• [Collected data entries]
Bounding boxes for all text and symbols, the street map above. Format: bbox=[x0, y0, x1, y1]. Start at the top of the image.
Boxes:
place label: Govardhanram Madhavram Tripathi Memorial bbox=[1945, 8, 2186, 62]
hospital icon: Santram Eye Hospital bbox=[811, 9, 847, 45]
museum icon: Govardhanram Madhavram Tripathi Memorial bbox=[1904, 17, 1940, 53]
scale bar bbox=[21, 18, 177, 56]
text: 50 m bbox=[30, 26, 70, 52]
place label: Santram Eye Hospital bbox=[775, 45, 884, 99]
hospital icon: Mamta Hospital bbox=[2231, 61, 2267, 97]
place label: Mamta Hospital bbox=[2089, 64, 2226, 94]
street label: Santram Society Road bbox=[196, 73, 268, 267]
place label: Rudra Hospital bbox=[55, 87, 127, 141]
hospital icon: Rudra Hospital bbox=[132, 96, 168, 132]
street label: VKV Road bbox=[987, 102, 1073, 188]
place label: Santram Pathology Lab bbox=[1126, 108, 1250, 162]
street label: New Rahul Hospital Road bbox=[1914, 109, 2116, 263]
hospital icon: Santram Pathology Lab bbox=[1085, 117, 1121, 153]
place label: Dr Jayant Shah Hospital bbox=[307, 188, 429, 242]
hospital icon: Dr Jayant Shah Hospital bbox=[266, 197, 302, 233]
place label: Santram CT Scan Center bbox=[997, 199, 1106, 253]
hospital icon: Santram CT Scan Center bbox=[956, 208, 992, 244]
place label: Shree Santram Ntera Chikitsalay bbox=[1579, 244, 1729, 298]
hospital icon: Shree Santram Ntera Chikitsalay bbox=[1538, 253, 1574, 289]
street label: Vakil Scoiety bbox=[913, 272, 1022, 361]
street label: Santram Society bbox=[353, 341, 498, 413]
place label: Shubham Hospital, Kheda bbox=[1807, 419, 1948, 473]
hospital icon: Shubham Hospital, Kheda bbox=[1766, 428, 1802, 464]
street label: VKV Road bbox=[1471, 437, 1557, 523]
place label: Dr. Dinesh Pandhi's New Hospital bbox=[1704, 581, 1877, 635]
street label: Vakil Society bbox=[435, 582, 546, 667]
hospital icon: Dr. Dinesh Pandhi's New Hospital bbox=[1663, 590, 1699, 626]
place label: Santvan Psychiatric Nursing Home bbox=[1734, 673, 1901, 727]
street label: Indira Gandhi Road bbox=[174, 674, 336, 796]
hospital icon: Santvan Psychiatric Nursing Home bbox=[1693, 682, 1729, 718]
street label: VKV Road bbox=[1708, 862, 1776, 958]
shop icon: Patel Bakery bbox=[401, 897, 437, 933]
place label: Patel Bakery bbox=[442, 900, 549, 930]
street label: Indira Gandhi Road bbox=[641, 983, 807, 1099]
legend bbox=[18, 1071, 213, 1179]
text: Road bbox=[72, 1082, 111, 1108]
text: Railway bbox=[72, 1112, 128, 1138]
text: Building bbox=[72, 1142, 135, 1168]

• [REQUIRED ACTION] Lines above containing "Indira": how many? Reply with the number only.

• [REPLY] 2